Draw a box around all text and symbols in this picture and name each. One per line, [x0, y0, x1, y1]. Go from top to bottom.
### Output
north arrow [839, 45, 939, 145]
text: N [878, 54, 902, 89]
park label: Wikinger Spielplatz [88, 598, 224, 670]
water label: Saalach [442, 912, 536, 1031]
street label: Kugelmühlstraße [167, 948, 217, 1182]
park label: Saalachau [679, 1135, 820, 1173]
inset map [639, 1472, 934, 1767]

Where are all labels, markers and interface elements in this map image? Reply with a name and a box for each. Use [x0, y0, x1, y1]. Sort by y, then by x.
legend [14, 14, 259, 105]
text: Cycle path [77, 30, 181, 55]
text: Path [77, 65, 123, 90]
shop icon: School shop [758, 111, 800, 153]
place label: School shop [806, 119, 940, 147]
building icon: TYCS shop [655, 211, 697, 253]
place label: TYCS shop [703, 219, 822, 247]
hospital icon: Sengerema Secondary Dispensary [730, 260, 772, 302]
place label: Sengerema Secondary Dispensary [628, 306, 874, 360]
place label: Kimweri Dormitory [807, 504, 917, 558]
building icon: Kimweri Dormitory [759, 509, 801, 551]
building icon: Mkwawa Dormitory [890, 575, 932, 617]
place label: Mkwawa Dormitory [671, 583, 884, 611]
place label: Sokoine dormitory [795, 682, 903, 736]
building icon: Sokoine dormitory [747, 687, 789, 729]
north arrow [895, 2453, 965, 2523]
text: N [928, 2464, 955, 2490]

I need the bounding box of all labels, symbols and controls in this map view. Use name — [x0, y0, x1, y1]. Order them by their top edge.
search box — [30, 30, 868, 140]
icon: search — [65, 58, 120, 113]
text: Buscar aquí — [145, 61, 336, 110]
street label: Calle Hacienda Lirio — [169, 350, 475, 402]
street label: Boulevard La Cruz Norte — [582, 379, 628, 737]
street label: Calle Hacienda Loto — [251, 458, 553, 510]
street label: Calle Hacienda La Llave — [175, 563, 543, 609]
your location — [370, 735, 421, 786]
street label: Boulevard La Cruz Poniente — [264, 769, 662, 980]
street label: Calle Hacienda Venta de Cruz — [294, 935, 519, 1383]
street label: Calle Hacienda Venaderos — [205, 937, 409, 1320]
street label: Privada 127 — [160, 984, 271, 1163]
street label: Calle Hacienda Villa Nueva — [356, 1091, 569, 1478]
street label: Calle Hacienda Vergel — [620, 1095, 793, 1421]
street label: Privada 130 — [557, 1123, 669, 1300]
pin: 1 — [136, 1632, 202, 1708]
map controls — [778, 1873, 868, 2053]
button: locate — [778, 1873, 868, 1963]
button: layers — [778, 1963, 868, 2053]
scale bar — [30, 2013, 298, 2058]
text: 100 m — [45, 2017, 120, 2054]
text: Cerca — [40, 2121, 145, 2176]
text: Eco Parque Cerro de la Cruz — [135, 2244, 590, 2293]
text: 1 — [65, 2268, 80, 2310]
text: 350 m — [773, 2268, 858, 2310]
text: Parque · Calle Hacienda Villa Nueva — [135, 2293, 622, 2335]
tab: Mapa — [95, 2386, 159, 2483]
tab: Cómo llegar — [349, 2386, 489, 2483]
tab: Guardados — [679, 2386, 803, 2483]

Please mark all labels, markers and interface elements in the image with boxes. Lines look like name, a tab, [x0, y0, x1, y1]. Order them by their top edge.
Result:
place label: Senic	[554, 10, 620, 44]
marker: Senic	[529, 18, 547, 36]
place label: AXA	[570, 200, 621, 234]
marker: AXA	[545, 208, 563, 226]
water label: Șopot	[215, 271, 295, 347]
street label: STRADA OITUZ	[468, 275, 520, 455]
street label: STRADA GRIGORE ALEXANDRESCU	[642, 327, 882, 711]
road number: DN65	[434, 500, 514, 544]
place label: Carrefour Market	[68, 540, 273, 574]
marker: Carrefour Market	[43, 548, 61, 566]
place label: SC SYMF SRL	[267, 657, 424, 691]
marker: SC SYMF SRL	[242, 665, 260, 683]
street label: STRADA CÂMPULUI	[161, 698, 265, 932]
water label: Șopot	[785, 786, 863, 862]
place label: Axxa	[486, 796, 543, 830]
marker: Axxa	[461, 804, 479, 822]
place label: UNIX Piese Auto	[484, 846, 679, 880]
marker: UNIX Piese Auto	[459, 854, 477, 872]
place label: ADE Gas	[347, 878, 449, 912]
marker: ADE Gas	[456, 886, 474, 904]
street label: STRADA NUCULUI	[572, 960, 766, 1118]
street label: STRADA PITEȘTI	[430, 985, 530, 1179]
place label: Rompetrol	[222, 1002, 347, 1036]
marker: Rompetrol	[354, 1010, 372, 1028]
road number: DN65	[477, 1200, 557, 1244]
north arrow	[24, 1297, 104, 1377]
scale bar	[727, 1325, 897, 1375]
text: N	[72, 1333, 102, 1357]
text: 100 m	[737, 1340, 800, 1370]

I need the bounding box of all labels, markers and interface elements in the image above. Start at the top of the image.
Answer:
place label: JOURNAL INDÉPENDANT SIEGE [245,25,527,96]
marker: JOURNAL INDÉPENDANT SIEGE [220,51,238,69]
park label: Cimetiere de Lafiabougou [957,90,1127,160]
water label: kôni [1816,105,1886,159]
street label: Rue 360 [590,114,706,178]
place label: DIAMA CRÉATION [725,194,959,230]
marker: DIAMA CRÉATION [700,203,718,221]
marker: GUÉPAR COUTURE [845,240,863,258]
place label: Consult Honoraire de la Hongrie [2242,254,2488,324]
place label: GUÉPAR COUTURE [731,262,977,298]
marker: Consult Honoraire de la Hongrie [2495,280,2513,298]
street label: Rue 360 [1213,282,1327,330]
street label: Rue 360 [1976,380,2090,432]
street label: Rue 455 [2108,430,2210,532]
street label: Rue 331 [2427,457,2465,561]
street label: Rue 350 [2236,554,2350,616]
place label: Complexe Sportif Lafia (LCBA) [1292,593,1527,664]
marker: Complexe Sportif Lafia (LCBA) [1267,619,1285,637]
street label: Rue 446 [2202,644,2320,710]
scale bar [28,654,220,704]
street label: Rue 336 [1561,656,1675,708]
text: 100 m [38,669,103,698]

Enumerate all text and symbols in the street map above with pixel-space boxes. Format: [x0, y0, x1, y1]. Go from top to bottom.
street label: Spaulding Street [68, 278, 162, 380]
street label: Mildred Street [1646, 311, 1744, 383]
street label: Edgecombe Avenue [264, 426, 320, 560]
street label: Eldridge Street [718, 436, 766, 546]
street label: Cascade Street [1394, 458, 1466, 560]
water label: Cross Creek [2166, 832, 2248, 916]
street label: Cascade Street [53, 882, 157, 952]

**Exercise requirements**
Each record above must be transcribed exactly, and none may be skipped.

**Response**
Draw a box around all text and symbols in this picture and name each. One per line, [x0, y0, x1, y1]. Go from top to bottom.
### Output
north arrow [839, 45, 939, 145]
text: N [878, 54, 902, 89]
park label: Wikinger Spielplatz [88, 598, 224, 670]
water label: Saalach [442, 912, 536, 1031]
street label: Kugelmühlstraße [167, 948, 217, 1182]
park label: Saalachau [679, 1135, 820, 1173]
inset map [639, 1472, 934, 1767]

Where are all labels, markers and interface elements in this map image? Reply with a name and a box for each. Use [x0, y0, x1, y1]. Sort by y, then by x.
legend [14, 14, 259, 105]
text: Cycle path [77, 30, 181, 55]
text: Path [77, 65, 123, 90]
shop icon: School shop [758, 111, 800, 153]
place label: School shop [806, 119, 940, 147]
building icon: TYCS shop [655, 211, 697, 253]
place label: TYCS shop [703, 219, 822, 247]
hospital icon: Sengerema Secondary Dispensary [730, 260, 772, 302]
place label: Sengerema Secondary Dispensary [628, 306, 874, 360]
place label: Kimweri Dormitory [807, 504, 917, 558]
building icon: Kimweri Dormitory [759, 509, 801, 551]
building icon: Mkwawa Dormitory [890, 575, 932, 617]
place label: Mkwawa Dormitory [671, 583, 884, 611]
place label: Sokoine dormitory [795, 682, 903, 736]
building icon: Sokoine dormitory [747, 687, 789, 729]
north arrow [895, 2453, 965, 2523]
text: N [928, 2464, 955, 2490]

I need the bounding box of all labels, symbols and controls in this map view. Use name — [x0, y0, x1, y1]. Order them by their top edge.
search box — [30, 30, 868, 140]
icon: search — [65, 58, 120, 113]
text: Buscar aquí — [145, 61, 336, 110]
street label: Calle Hacienda Lirio — [169, 350, 475, 402]
street label: Boulevard La Cruz Norte — [582, 379, 628, 737]
street label: Calle Hacienda Loto — [251, 458, 553, 510]
street label: Calle Hacienda La Llave — [175, 563, 543, 609]
your location — [370, 735, 421, 786]
street label: Boulevard La Cruz Poniente — [264, 769, 662, 980]
street label: Calle Hacienda Venta de Cruz — [294, 935, 519, 1383]
street label: Calle Hacienda Venaderos — [205, 937, 409, 1320]
street label: Privada 127 — [160, 984, 271, 1163]
street label: Calle Hacienda Villa Nueva — [356, 1091, 569, 1478]
street label: Calle Hacienda Vergel — [620, 1095, 793, 1421]
street label: Privada 130 — [557, 1123, 669, 1300]
pin: 1 — [136, 1632, 202, 1708]
map controls — [778, 1873, 868, 2053]
button: locate — [778, 1873, 868, 1963]
button: layers — [778, 1963, 868, 2053]
scale bar — [30, 2013, 298, 2058]
text: 100 m — [45, 2017, 120, 2054]
text: Cerca — [40, 2121, 145, 2176]
text: Eco Parque Cerro de la Cruz — [135, 2244, 590, 2293]
text: 1 — [65, 2268, 80, 2310]
text: 350 m — [773, 2268, 858, 2310]
text: Parque · Calle Hacienda Villa Nueva — [135, 2293, 622, 2335]
tab: Mapa — [95, 2386, 159, 2483]
tab: Cómo llegar — [349, 2386, 489, 2483]
tab: Guardados — [679, 2386, 803, 2483]

Please mark all labels, markers and interface elements in the image with boxes. Lines look like name, a tab, [x0, y0, x1, y1]. Order them by their top edge.
Result:
place label: Senic	[554, 10, 620, 44]
marker: Senic	[529, 18, 547, 36]
place label: AXA	[570, 200, 621, 234]
marker: AXA	[545, 208, 563, 226]
water label: Șopot	[215, 271, 295, 347]
street label: STRADA OITUZ	[468, 275, 520, 455]
street label: STRADA GRIGORE ALEXANDRESCU	[642, 327, 882, 711]
road number: DN65	[434, 500, 514, 544]
place label: Carrefour Market	[68, 540, 273, 574]
marker: Carrefour Market	[43, 548, 61, 566]
place label: SC SYMF SRL	[267, 657, 424, 691]
marker: SC SYMF SRL	[242, 665, 260, 683]
street label: STRADA CÂMPULUI	[161, 698, 265, 932]
water label: Șopot	[785, 786, 863, 862]
place label: Axxa	[486, 796, 543, 830]
marker: Axxa	[461, 804, 479, 822]
place label: UNIX Piese Auto	[484, 846, 679, 880]
marker: UNIX Piese Auto	[459, 854, 477, 872]
place label: ADE Gas	[347, 878, 449, 912]
marker: ADE Gas	[456, 886, 474, 904]
street label: STRADA NUCULUI	[572, 960, 766, 1118]
street label: STRADA PITEȘTI	[430, 985, 530, 1179]
place label: Rompetrol	[222, 1002, 347, 1036]
marker: Rompetrol	[354, 1010, 372, 1028]
road number: DN65	[477, 1200, 557, 1244]
north arrow	[24, 1297, 104, 1377]
scale bar	[727, 1325, 897, 1375]
text: N	[72, 1333, 102, 1357]
text: 100 m	[737, 1340, 800, 1370]

I need the bounding box of all labels, markers and interface elements in the image above. Start at the top of the image.
Answer:
place label: JOURNAL INDÉPENDANT SIEGE [245,25,527,96]
marker: JOURNAL INDÉPENDANT SIEGE [220,51,238,69]
park label: Cimetiere de Lafiabougou [957,90,1127,160]
water label: kôni [1816,105,1886,159]
street label: Rue 360 [590,114,706,178]
place label: DIAMA CRÉATION [725,194,959,230]
marker: DIAMA CRÉATION [700,203,718,221]
marker: GUÉPAR COUTURE [845,240,863,258]
place label: Consult Honoraire de la Hongrie [2242,254,2488,324]
place label: GUÉPAR COUTURE [731,262,977,298]
marker: Consult Honoraire de la Hongrie [2495,280,2513,298]
street label: Rue 360 [1213,282,1327,330]
street label: Rue 360 [1976,380,2090,432]
street label: Rue 455 [2108,430,2210,532]
street label: Rue 331 [2427,457,2465,561]
street label: Rue 350 [2236,554,2350,616]
place label: Complexe Sportif Lafia (LCBA) [1292,593,1527,664]
marker: Complexe Sportif Lafia (LCBA) [1267,619,1285,637]
street label: Rue 446 [2202,644,2320,710]
scale bar [28,654,220,704]
street label: Rue 336 [1561,656,1675,708]
text: 100 m [38,669,103,698]

Enumerate all text and symbols in the street map above with pixel-space boxes. Format: [x0, y0, x1, y1]. Go from top to bottom.
street label: Spaulding Street [68, 278, 162, 380]
street label: Mildred Street [1646, 311, 1744, 383]
street label: Edgecombe Avenue [264, 426, 320, 560]
street label: Eldridge Street [718, 436, 766, 546]
street label: Cascade Street [1394, 458, 1466, 560]
water label: Cross Creek [2166, 832, 2248, 916]
street label: Cascade Street [53, 882, 157, 952]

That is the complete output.